Task goal:
Among the entries below, determine how many lines contain the word "strokeStyle" and state only that figure.

Listed records Block Start

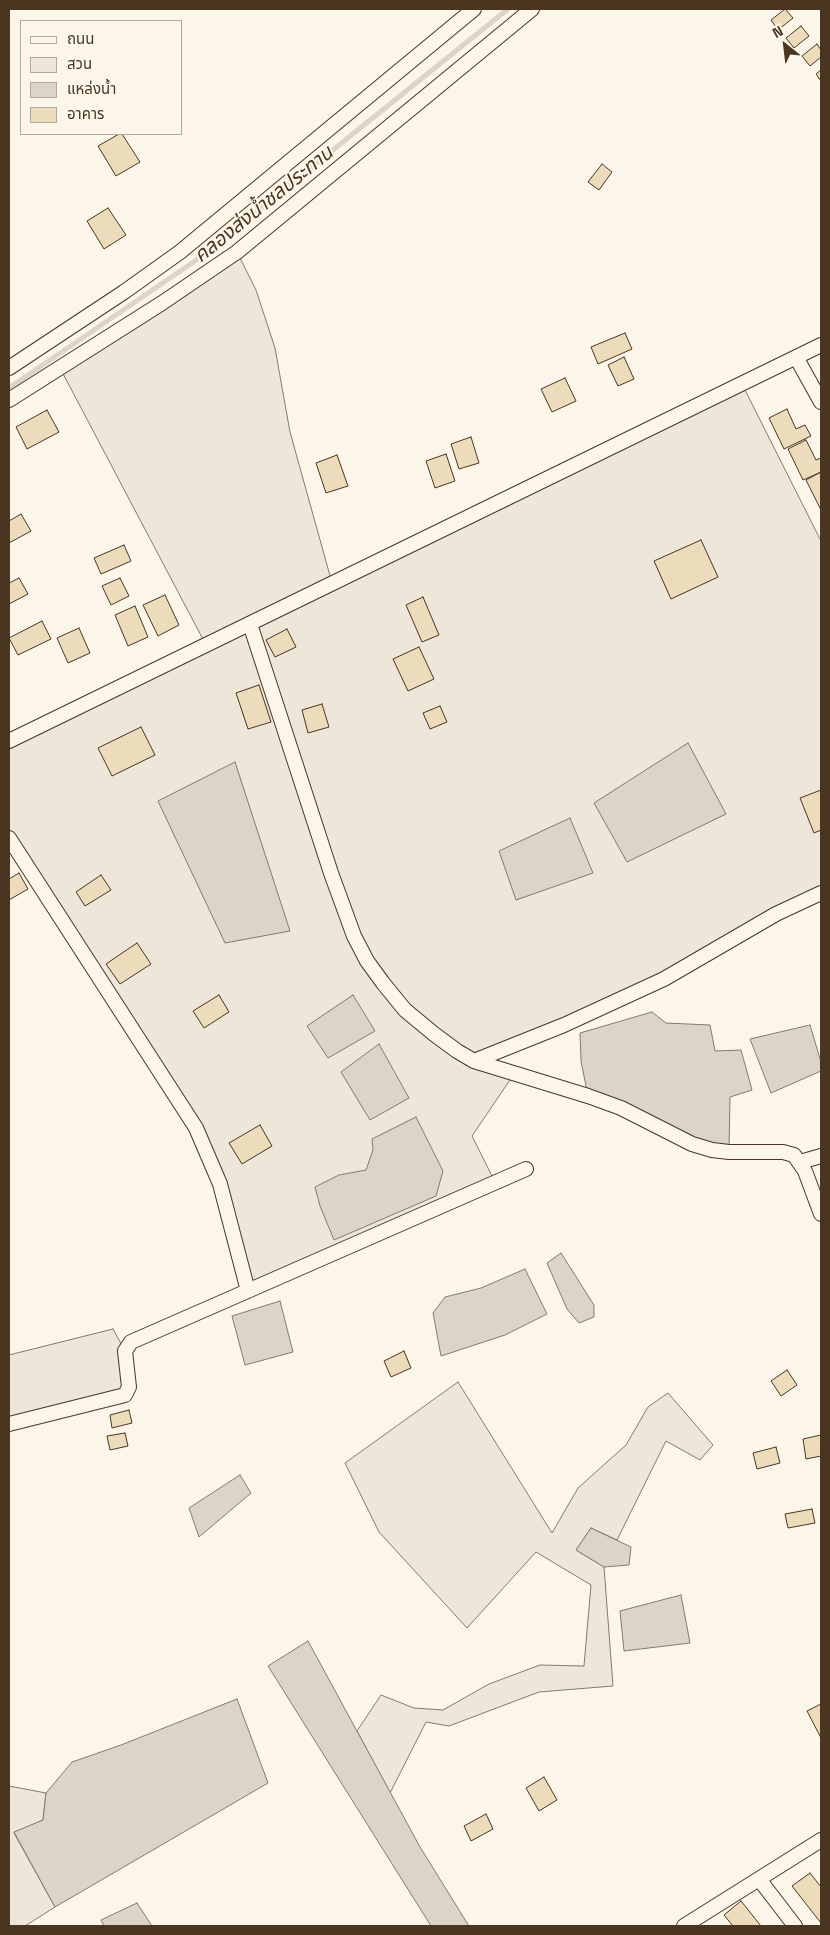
<!DOCTYPE html>
<html>
<head>
<meta charset="utf-8">
<style>
	body { margin:0 }
	#map { position:relative; width:830px; height:1935px; overflow:hidden; background:#fbf6e9; font-family:"Space Grotesk","Noto Sans Thai",sans-serif }
	canvas { display:block }
	.frame { position:absolute; inset:0; border:10px solid #4a3520; pointer-events:none }
	.legend { position:absolute; left:20px; top:20px; width:162px; height:115px; box-sizing:border-box; background:#fbf6e9; border:1px solid #b4a999; margin:0; padding:6px 9px; list-style:none; font-size:15px; color:#4a3520 }
	.legend li { display:flex; align-items:center; gap:10px; height:25px }
	.legend b { width:25px; border:1px solid #b4a999 }
	.north { position:absolute; left:760px; top:20px; width:50px; height:50px; -webkit-text-stroke:4px #fbf6e9; paint-order:stroke; rotate:331deg; font-size:14px; font-weight:700; line-height:20px; text-align:center; color:#4a3520 }
	.north::after { content:''; display:block; margin:auto; width:18px; height:22px; background:#4a3520; clip-path:polygon(50% 0,100% 100%,50% 72%,0 100%) }
</style>
</head>
<body>
<div id="map">
<canvas width="830" height="1935"></canvas>
<div class="frame"></div>
<ul class="legend">
<li><b style="height:6px;background:#fbf6e9"></b>ถนน</li>
<li><b style="height:14px;background:#ede6d9"></b>สวน</li>
<li><b style="height:14px;background:#dcd4c6"></b>แหล่งน้ำ</li>
<li><b style="height:14px;background:#ecdcbc"></b>อาคาร</li>
</ul>
<div class="north">N</div>
</div>
<script>
const g = document.querySelector('canvas').getContext('2d');
g.lineJoin = 'round';
function fill(path, color) {
  g.fillStyle = color;
  g.fill(path, 'evenodd');
}
function poly(rows) {
  const path = new Path2D();
  for (const r of rows) {
    path.moveTo(r[0], r[1]);
    for (let i = 2; i < r.length; i += 2) path.lineTo(r[i], r[i + 1]);
  }
  return path;
}
function trace(path, color, width, dash) {
  g.strokeStyle = color;
  g.lineWidth = width;
  g.lineCap = dash ? 'butt' : 'round';
  g.setLineDash(dash || []);
  g.stroke(path);
}
function drawText(font, color, halo, rows, align = 'center') {
  g.font = font + ' "Space Grotesk","Noto Sans Thai",sans-serif';
  g.lineWidth = 4;
  g.setLineDash([]);
  g.textBaseline = 'middle';
  g.strokeStyle = halo;
  g.fillStyle = color;
  for (const [text, x, y, turn = 0] of rows) {
    g.save();
    g.translate(x, y);
    g.rotate((+turn || 0) * Math.PI / 180);
    g.textAlign = isNaN(turn) ? turn : align;
    if (halo) g.strokeText(text, 0, 0);
    g.fillText(text, 0, 0);
    g.restore();
  }
}
const green = poly([
	[237,252,256,290,275,348,290,432,332,583,742,384,821,541,821,893,664,979,475,1061,514,1074,472,1136,495,1182,248,1291,209,1156,9,838,9,741,206,645,60,368,237,252],
	[113,1329,125,1351,129,1387,9,1424,9,1355,113,1329],
	[458,1382,552,1533,578,1488,626,1445,648,1407,668,1393,713,1445,700,1460,666,1441,617,1540,591,1528,576,1550,604,1567,613,1686,539,1692,449,1726,426,1722,390,1793,357,1731,381,1695,414,1708,443,1710,489,1684,540,1665,584,1666,591,1585,536,1552,467,1628,379,1532,345,1463,458,1382],
	[9,1786,46,1793,43,1820,14,1833,55,1907,25,1926,9,1926,9,1786]
]);
const water = poly([
	[688,743,726,814,627,862,594,803,688,743],
	[235,762,290,931,225,943,158,801,235,762],
	[570,818,593,873,516,900,499,851,570,818],
	[353,995,375,1031,328,1058,307,1026,353,995],
	[652,1012,666,1023,710,1025,715,1051,741,1050,752,1090,730,1097,729,1152,588,1096,581,1061,580,1033,652,1012],
	[810,1025,821,1062,821,1071,771,1093,750,1039,810,1025],
	[379,1044,409,1098,370,1120,341,1072,379,1044],
	[416,1117,443,1171,436,1196,334,1240,320,1206,315,1187,339,1175,366,1170,373,1150,372,1139,416,1117],
	[561,1253,594,1305,594,1317,579,1323,567,1309,547,1263,561,1253],
	[525,1269,547,1314,505,1335,441,1356,433,1313,445,1297,481,1288,525,1269],
	[280,1301,293,1352,245,1365,232,1316,280,1301],
	[240,1475,251,1493,199,1537,189,1508,240,1475],
	[591,1528,631,1547,629,1565,604,1567,576,1550,591,1528],
	[681,1595,690,1643,624,1651,620,1611,681,1595],
	[308,1641,420,1847,469,1926,431,1926,268,1666,308,1641],
	[237,1699,268,1783,55,1907,14,1832,43,1820,46,1793,72,1762,121,1745,237,1699],
	[137,1903,152,1926,104,1926,101,1920,137,1903]
]);
const stream = poly([
	[9,388,195,261,508,9]
]);
const building = poly([
	[785,9,793,18,778,30,771,20,785,9],
	[801,26,809,36,794,48,786,38,801,26],
	[817,44,821,50,821,57,810,66,802,56,817,44],
	[821,70,821,81,816,74,821,70],
	[119,134,122,134,140,162,116,176,98,146,119,134],
	[602,164,612,172,599,190,588,182,602,164],
	[108,208,126,235,104,249,87,221,108,208],
	[625,333,632,349,598,364,591,347,625,333],
	[624,357,634,379,618,386,608,365,624,357],
	[565,378,576,401,552,412,541,389,565,378],
	[787,409,796,429,805,425,811,436,784,449,769,418,787,409],
	[47,410,59,432,27,449,16,427,47,410],
	[471,437,479,463,459,469,451,444,471,437],
	[806,440,816,460,821,458,821,472,803,480,788,449,806,440],
	[446,454,455,481,435,488,426,461,446,454],
	[337,455,348,486,326,493,316,463,337,455],
	[821,472,821,510,806,480,821,472],
	[21,514,31,531,9,543,9,521,21,514],
	[701,540,718,577,671,599,654,561,701,540],
	[124,545,131,561,101,574,94,558,124,545],
	[19,578,28,594,9,604,9,583,19,578],
	[120,578,129,596,111,605,102,586,120,578],
	[165,595,179,625,158,636,143,605,165,595],
	[423,597,439,635,422,642,406,605,423,597],
	[135,606,148,637,128,646,115,615,135,606],
	[42,621,51,639,18,655,9,638,42,621],
	[79,628,90,653,68,663,57,638,79,628],
	[287,629,296,647,275,657,266,640,287,629],
	[419,647,434,679,408,691,393,659,419,647],
	[259,685,271,722,248,729,236,693,259,685],
	[322,704,329,727,308,733,302,710,322,704],
	[440,706,447,722,430,729,423,713,440,706],
	[141,727,155,755,112,776,98,748,141,727],
	[821,790,821,830,814,833,800,798,821,790],
	[19,873,28,889,9,900,9,879,19,873],
	[101,875,111,890,85,906,76,892,101,875],
	[137,943,151,964,120,984,106,964,137,943],
	[219,995,229,1012,204,1028,193,1011,219,995],
	[260,1125,272,1146,242,1164,229,1143,260,1125],
	[404,1351,411,1368,391,1377,384,1361,404,1351],
	[787,1370,797,1385,781,1396,771,1381,787,1370],
	[129,1410,132,1423,112,1428,110,1415,129,1410],
	[125,1433,128,1446,110,1450,107,1436,125,1433],
	[821,1435,821,1456,806,1459,803,1439,821,1435],
	[776,1447,780,1463,757,1469,753,1453,776,1447],
	[812,1509,815,1523,788,1528,785,1514,812,1509],
	[821,1704,821,1738,807,1711,821,1704],
	[544,1777,557,1800,539,1811,526,1788,544,1777],
	[486,1814,493,1829,471,1841,464,1826,486,1814],
	[810,1873,821,1887,821,1923,792,1886,810,1873],
	[741,1901,761,1926,733,1926,724,1915,741,1901]
]);
const street = poly([
	[796,357,821,402],
	[9,368,124,292,180,252,474,9],
	[9,400,162,303,237,252,532,9],
	[250,624,331,873,354,936,367,961,383,983,405,1010,434,1034,457,1051,474,1061,588,1096,621,1108,692,1144,712,1150,729,1152,783,1152,794,1155,805,1171,821,1214],
	[9,741,821,345],
	[9,838,196,1128,220,1184,248,1291],
	[474,1061,564,1025,664,979,776,914,821,893],
	[800,1162,821,1156],
	[9,1424,125,1395,129,1387,125,1351,131,1342,526,1169],
	[759,1879,795,1926],
	[684,1926,821,1840]
]);
const waterNames = [
	["คลองส่งน้ำชลประทาน",264,205,-39]
];
fill(green, '#ede6d9');
trace(green, '#887966', 1);
fill(water, '#dcd4c6');
trace(water, '#887966', 1);
trace(stream, '#dcd4c6', 5);
fill(building, '#ecdcbc');
trace(building, '#4a3520', 1);
trace(street, '#4a3520', 16);
trace(street, '#fbf6e9', 14);
drawText('italic 20px', '#4a3520', '#fbf6e9', waterNames);
</script>
</body>
</html>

Listed records Block End

Exercise solution:
2